With the “August” folks benched, the Chicago theatre banner in New York continues to be held high by the festival of Chicago plays called GoChicago! at 59E59 Theaters, a highly-regarded off-Broadway house.  Due to the attention that “August” has generated here and in New York, no one was talking about the fact that three plays which premiered in Chicago and with their Chicago casts and artistic staff intact were also transferring off-Broadway.  The festival started in early October with Steppenwolf’s “When the Messenger Is Hot“, adapted by Laura Eason from a collection of short stories by the fantastic Chicago-based fiction-writer Elizabeth Crane. I loved “Messenger” when I saw it in the summer as part of Steppenwolf’s First Look Festival of New Plays; with its themes of singlehood and parental loss, it played for me like an intellectual “Sex and the City”, with an air of wistfulness, and with afghans and pragmatic self-awareness replacing the Manolos and neuroses.  I thought it was fresh and insightful, unfortunately Charles Isherwood at the New York Times, probably pining for Mr. Big and having guzzled his eight Cosmo, called it “sweet but pedestrian”.  Next in line at the festival, is the better-reviewed “Crime and Punishment”, which was produced by Writer’s Theatre in Glencoe a few years back.  It has the terrific John Judd, one of the few Chicago actors in my book who has never turned in an uninteresting performance.  It runs till December 2.  Finally, opening just this week is the Hypocrites’ ”Fourth Graders Present an Unnamed Love-Suicide” an original play by the very talented, very interesting Sean Graney, the company’s artistic director, which was a critical success here in Chicago.  It also runs till December 2.  It stars another one of my favorite Chicago actors, Stacy Stoltz, who always creates these rich and demanding performances in her work at the Hypocrites (she was unforgettable as the lead in their “4.48 Psychosis” at the Steppenwolf Garage), but seems to be pegged in these one-dimensional, nurturing mother roles at the House Theater.  We won’t talk about the House Theater, as like labor relations, I have very definite opinions about them, but we will talk more about Sean Graney in the future.  I saw a preview of Joe Orton’s “What the Butler Saw” at the Court Theatre last night which he directed, and it was ridiculously good- the review is upcoming.
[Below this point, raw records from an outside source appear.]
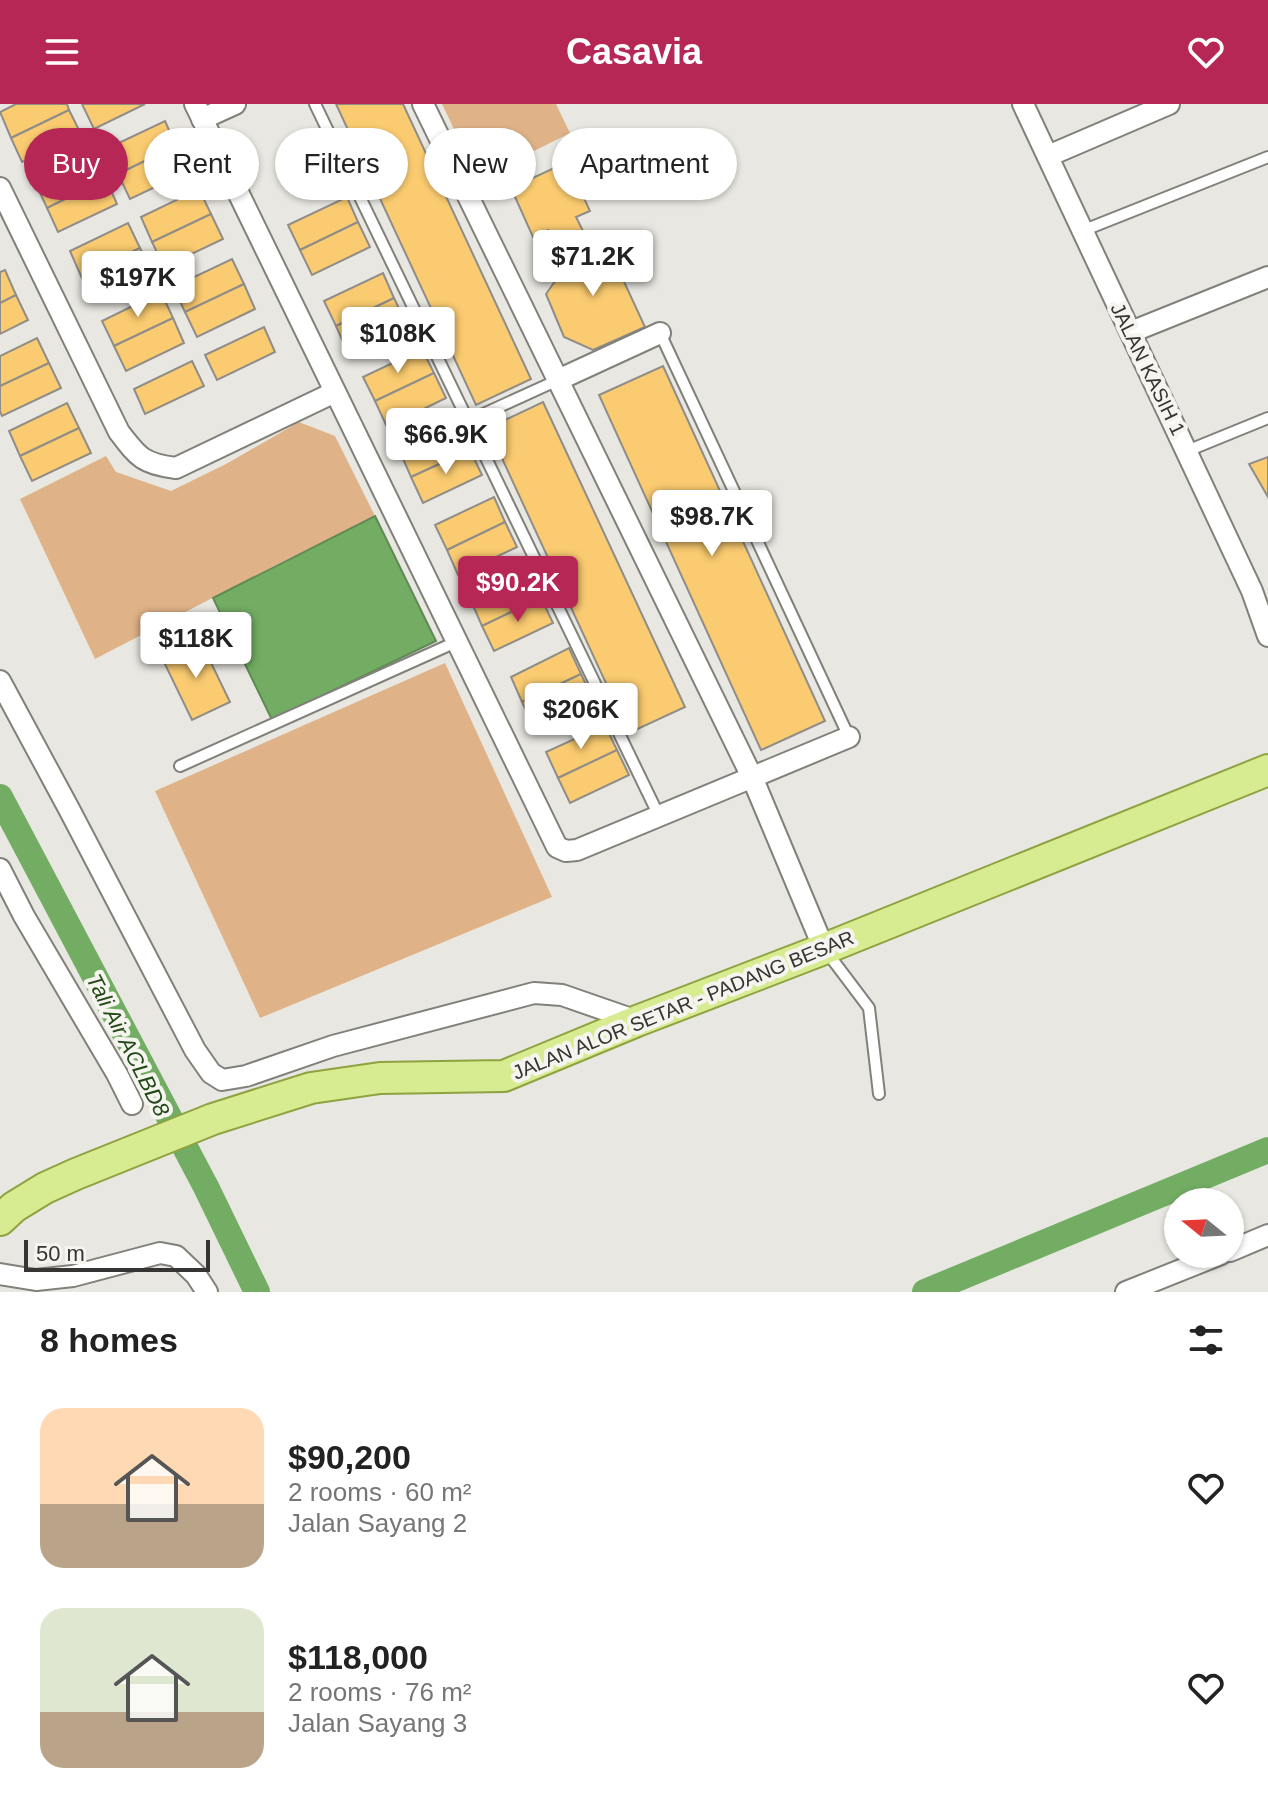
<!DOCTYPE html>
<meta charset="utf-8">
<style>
body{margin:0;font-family:Helvetica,sans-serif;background:#f6f6f6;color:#222;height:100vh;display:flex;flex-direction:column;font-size:30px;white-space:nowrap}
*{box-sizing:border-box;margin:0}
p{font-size:26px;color:#767676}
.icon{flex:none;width:44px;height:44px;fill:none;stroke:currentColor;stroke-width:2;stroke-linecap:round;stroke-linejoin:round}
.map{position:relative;height:1188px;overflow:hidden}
.panel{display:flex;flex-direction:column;background:#fff;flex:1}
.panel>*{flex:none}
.hud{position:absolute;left:24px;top:24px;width:800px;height:72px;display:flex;gap:16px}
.needle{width:52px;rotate:288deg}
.controls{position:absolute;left:1164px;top:1084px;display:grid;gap:16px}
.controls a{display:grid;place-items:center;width:80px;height:80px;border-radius:50%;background:#fff;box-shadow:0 2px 6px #0004;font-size:40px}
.scale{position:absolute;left:24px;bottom:20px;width:186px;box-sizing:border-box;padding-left:8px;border:4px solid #363533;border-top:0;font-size:22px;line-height:28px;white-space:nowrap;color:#363533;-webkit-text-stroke:6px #f5f4ee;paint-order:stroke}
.price{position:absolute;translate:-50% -68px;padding:0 18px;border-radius:8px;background:#fff;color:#222;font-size:26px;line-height:52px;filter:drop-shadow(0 2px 4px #0008)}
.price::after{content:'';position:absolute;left:50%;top:48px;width:24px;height:18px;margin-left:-12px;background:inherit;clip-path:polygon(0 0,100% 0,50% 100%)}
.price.on{background:#b62756;color:#fff}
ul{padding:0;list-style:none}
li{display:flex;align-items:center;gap:24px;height:200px;padding:0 40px}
li span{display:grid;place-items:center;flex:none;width:224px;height:160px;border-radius:24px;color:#555}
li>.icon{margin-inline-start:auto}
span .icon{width:96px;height:96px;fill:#fffc;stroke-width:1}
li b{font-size:34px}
h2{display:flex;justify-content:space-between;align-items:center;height:96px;padding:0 40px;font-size:34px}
.tag{padding:0 28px;border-radius:36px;background:#fff;box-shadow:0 2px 6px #0004;font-size:28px;line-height:72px}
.tag.on{background:#b62756;color:#fff}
header{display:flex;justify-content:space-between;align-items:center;height:104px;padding:0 40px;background:#b62756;color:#fff;font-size:36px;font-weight:700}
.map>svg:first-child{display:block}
</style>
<header><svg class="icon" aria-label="menu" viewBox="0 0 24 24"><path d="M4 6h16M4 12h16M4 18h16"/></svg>Casavia<svg class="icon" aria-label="heart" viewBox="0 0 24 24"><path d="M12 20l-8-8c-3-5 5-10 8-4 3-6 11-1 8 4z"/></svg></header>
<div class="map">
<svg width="1268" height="1188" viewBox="0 0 1268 1188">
<rect width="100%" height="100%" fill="#e8e7e1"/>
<!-- green -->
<g fill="#e0b287">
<path d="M442,0H556L570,29L478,75Z"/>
<path d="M299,318L335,332L375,412L274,462L95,555L20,395L106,352L116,368L171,387L226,360Z"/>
<path d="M445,559L552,793L260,914L155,687Z"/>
</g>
<!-- water -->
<path fill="#72ad63" stroke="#608955" stroke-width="2" d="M375,412L436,537L272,616L213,494Z"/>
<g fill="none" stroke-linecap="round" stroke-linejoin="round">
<!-- canal -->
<g stroke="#72ad63" stroke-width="26">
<path d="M0,693L206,1083L257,1188"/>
<path d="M925,1188L1268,1046"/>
</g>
</g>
<!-- building -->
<g fill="#facb70" stroke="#908d88" stroke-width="2">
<path d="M16,0H67L69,6L11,34L0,8Z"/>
<path d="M82,0H145L94,25Z"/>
<path d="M336,0H403L531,275L476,301Z"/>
<path d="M69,6L81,30L22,58L11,34Z"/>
<path d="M165,17L176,42L118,70L106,45Z"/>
<path d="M176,42L189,67L130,95L118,70Z"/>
<path d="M94,50L106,75L47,104L35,78Z"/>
<path d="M567,58L590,107L576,113L583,127L555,139L548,126L533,133L511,84Z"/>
<path d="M106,75L117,100L58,128L47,104Z"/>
<path d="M199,85L211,110L152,138L141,113Z"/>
<path d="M347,93L358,118L300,146L288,121Z"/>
<path d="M211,110L223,135L164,163L152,138Z"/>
<path d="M358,118L370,143L312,171L300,146Z"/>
<path d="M128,119L140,144L81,172L70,147Z"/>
<path d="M601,128L645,223L593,246L564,233L546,190L586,133Z"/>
<path d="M140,144L152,169L93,197L81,172Z"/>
<path d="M232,155L244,180L185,208L173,183Z"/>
<path d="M5,166L16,191L0,199V168Z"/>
<path d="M383,169L394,194L336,222L324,197Z"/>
<path d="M244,180L255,205L197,233L185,208Z"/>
<path d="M161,188L173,214L114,242L102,217Z"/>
<path d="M16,191L28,216L0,230V199Z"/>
<path d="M394,194L406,219L347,247L336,222Z"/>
<path d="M173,214L184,239L126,267L114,242Z"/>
<path d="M264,223L275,248L217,276L205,251Z"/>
<path d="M37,234L49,259L0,282V252Z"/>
<path d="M422,245L434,269L375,297L363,273Z"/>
<path d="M192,257L204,282L145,310L134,285Z"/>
<path d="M49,259L61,284L2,312L0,307V282Z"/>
<path d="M663,262L825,617L761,646L599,291Z"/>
<path d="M434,269L446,294L387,323L375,297Z"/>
<path d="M543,298L685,603L629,629L488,324Z"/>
<path d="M67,299L79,324L20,352L9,327Z"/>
<path d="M458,320L470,346L411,373L400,348Z"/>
<path d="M79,324L91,349L32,377L20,352Z"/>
<path d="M470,346L482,371L423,399L411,373Z"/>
<path d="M1268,353V393L1249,360Z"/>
<path d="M494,393L505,418L447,446L435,421Z"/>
<path d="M505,418L517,443L458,471L447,446Z"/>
<path d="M529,469L541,494L482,522L471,497Z"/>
<path d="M541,494L553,519L494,547L482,522Z"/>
<path d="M200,536L230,598L192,616L162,554Z"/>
<path d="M569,544L581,570L522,598L511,573Z"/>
<path d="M581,570L593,595L534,623L522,598Z"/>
<path d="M605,621L617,646L558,674L546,648Z"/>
<path d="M617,646L629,671L570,699L558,674Z"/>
</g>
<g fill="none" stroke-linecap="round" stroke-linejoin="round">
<!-- service casing -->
<g stroke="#81807b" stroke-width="14">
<g id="service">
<path d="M315,0L659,712"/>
<path d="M1082,127L1268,53"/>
<path d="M660,229L849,633"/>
<path d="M468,317L558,276"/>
<path d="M1187,347L1268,314"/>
<path d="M180,662L456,538"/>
<path d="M826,847L869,904L879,990"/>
</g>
</g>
<!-- minor casing -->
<g stroke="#81807b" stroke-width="24">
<g id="minor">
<path d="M195,0L557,743L566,747L577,746L849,633"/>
<path d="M423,0L752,673L824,845"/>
<path d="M1023,0L1252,487L1268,532"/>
<path d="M202,15L235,0"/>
<path d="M1048,52L1169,0"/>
<path d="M0,84L119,328C138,353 143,360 176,364L335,288"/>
<path d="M1131,228L1268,173"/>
<path d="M558,276L660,229"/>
<path d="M0,577L69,705L195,946L211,969L222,976L246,972L333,942L534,889L562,891L637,917"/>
<path d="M0,765L24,812L117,970L132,1000"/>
<path d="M1230,1147L1268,1131"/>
<path d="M0,1170L36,1176L73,1172L160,1149L176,1152L196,1171L207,1188"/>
<path d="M1126,1188L1221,1150"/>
</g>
</g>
<!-- primary casing -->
<g stroke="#8ea240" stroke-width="34">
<path id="primary" d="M0,1116L14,1103L45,1084L76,1070L213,1015L311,984L380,974L504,972L637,917L824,845L1268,666"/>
</g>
<!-- service -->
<use href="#service" stroke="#fff" stroke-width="10"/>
<!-- minor -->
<use href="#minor" stroke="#fff" stroke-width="20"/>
<!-- primary -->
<use href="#primary" stroke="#d7eb91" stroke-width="30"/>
</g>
<g text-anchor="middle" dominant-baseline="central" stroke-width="8" stroke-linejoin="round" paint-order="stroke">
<!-- street labels -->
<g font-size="20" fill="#363533" stroke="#f5f4ee">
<text transform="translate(1148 265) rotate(64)">JALAN KASIH 1</text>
<text transform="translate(683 901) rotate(-22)">JALAN ALOR SETAR - PADANG BESAR</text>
</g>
<!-- water labels -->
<g font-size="22" font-style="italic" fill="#214917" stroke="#f5f4ee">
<text transform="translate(128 941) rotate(63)">Tali Air ACLBD8</text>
</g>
</g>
</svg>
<div class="controls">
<a><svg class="needle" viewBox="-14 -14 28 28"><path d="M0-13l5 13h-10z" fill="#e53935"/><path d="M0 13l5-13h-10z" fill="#767676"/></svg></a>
</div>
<div class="scale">50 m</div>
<b class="price" style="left:593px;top:194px">$71.2K</b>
<b class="price" style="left:138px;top:215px">$197K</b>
<b class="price" style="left:398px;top:271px">$108K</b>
<b class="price" style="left:446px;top:372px">$66.9K</b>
<b class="price" style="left:712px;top:454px">$98.7K</b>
<b class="price on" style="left:518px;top:520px">$90.2K</b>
<b class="price" style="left:196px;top:576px">$118K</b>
<b class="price" style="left:581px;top:647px">$206K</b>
<div class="hud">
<a class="tag on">Buy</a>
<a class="tag">Rent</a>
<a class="tag">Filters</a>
<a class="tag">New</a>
<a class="tag">Apartment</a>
</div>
</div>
<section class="panel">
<h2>8 homes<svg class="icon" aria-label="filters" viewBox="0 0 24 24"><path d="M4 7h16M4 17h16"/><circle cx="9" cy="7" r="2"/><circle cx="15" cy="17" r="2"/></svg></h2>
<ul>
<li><span style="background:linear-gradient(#ffd9b3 60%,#b9a48a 0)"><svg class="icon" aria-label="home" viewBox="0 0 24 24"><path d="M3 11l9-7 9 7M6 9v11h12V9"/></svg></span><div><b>$90,200</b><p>2 rooms · 60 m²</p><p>Jalan Sayang 2</p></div><svg class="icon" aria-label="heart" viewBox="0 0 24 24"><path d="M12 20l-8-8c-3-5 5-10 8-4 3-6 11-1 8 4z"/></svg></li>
<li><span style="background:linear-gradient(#dfe7d0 65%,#b9a48a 0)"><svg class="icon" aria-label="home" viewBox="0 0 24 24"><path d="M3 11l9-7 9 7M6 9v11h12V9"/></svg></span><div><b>$118,000</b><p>2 rooms · 76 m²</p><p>Jalan Sayang 3</p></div><svg class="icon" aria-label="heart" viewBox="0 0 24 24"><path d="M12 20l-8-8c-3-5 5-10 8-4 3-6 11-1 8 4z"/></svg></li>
</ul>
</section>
2 Responses to “GoChicago!….in New York”

  1. Frank Says:

    I was in NYC for a few days this week. Saw the striking writers on the picket line (behind barricades) along 46th. Too bad for that…

    I have to say, I’m getting an MFA reading your blog. It’s a delight. (Yep, I’m the guy who wants to see Young Frankenstein on Broadway…do I get kicked off your friend’s list?)

  2. francis Says:

    Hi Frank! Professor Sadac here. You won’t get kicked-off the friends list at all, you’re too special! Plus “Young Frankenstein” was based on a classic movie which I also adored (and any movie with the divine Madeleine Kahn in it cannot be anything other than joyous). Now if you said you were going to “Xanadu” on Broadway instead…well, a piece of celluloid that puts Gene Kelly in a, gasp, roller derby disco needs to be burned on a funereal pyre…ten times over!